Pictures aside, print all of the data below exactly as written.

[Saved data entries]
============
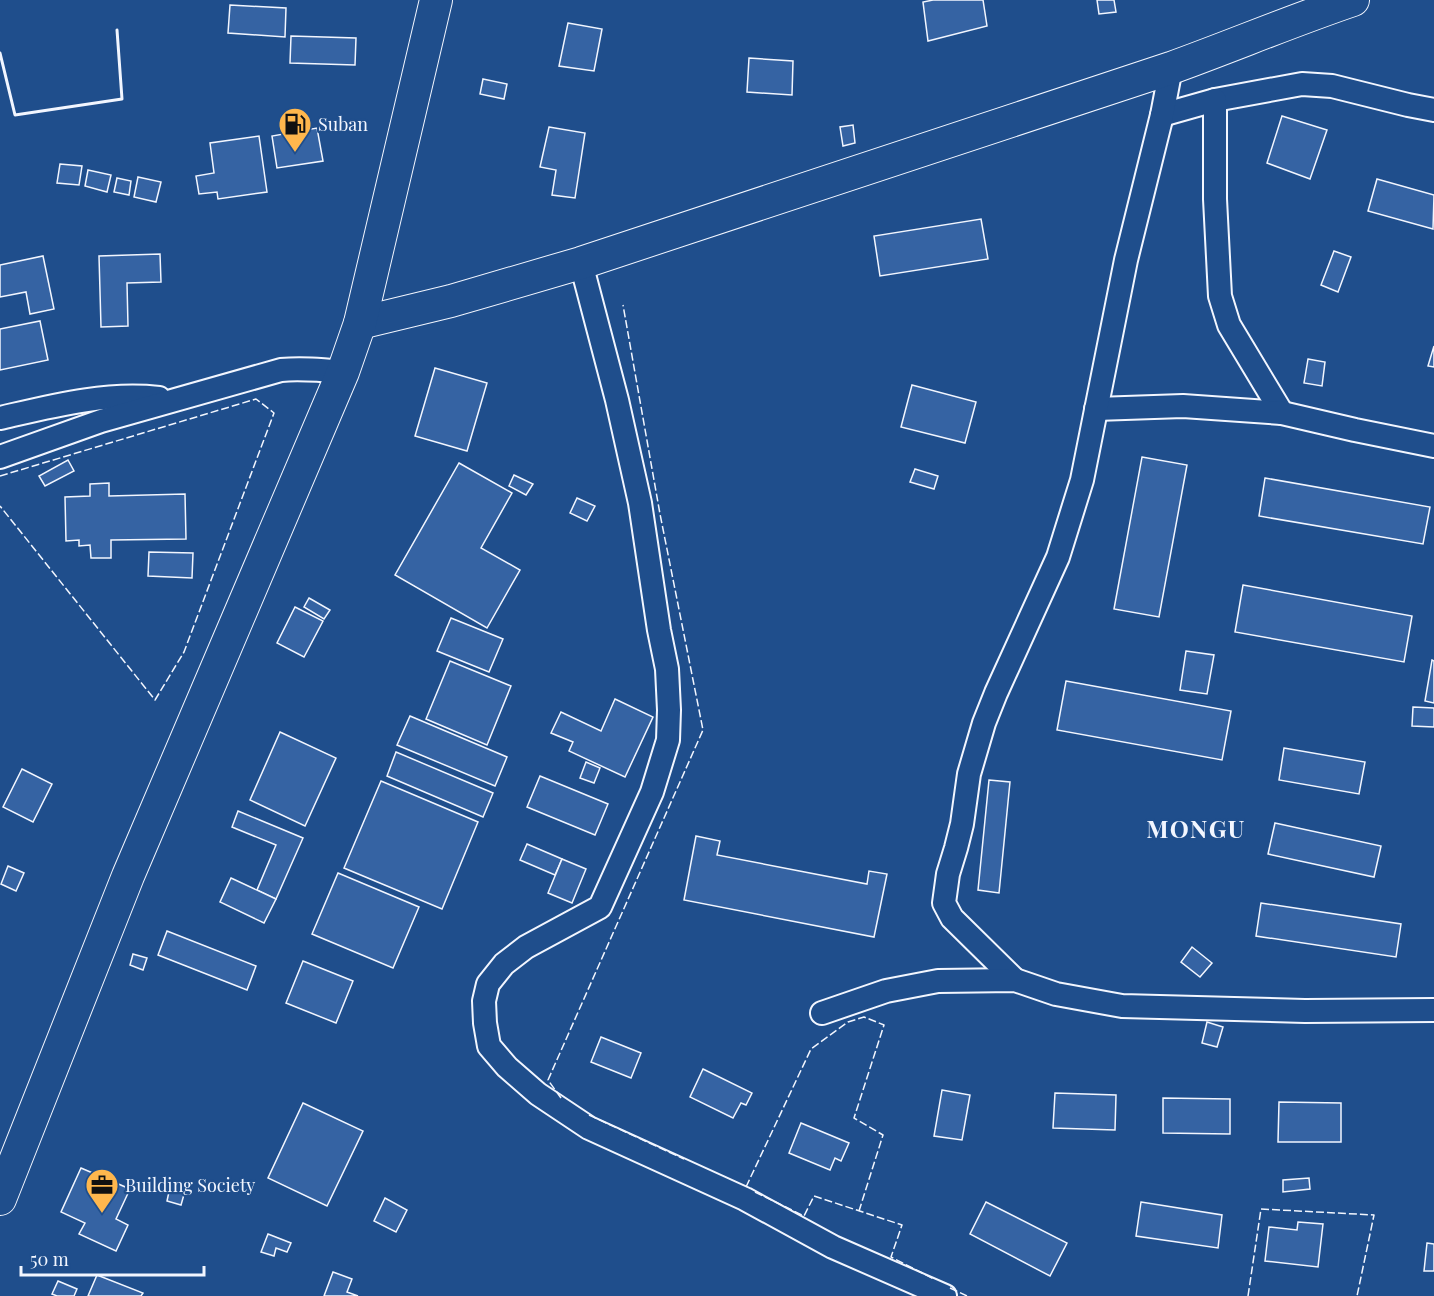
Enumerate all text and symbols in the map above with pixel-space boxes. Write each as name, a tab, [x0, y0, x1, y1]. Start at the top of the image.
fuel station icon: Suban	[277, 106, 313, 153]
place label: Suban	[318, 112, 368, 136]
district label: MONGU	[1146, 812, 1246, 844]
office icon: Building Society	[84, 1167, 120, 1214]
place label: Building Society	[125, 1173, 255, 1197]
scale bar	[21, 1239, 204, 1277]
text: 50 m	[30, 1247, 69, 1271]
============
• EXERCISE OUTPUT
Enumerate all text and symbols in the map above with pixel-space boxes. Write each as name, a tab, [x0, y0, x1, y1]. Start at the top of the image.
fuel station icon: Suban	[277, 106, 313, 153]
place label: Suban	[318, 112, 368, 136]
district label: MONGU	[1146, 812, 1246, 844]
office icon: Building Society	[84, 1167, 120, 1214]
place label: Building Society	[125, 1173, 255, 1197]
scale bar	[21, 1239, 204, 1277]
text: 50 m	[30, 1247, 69, 1271]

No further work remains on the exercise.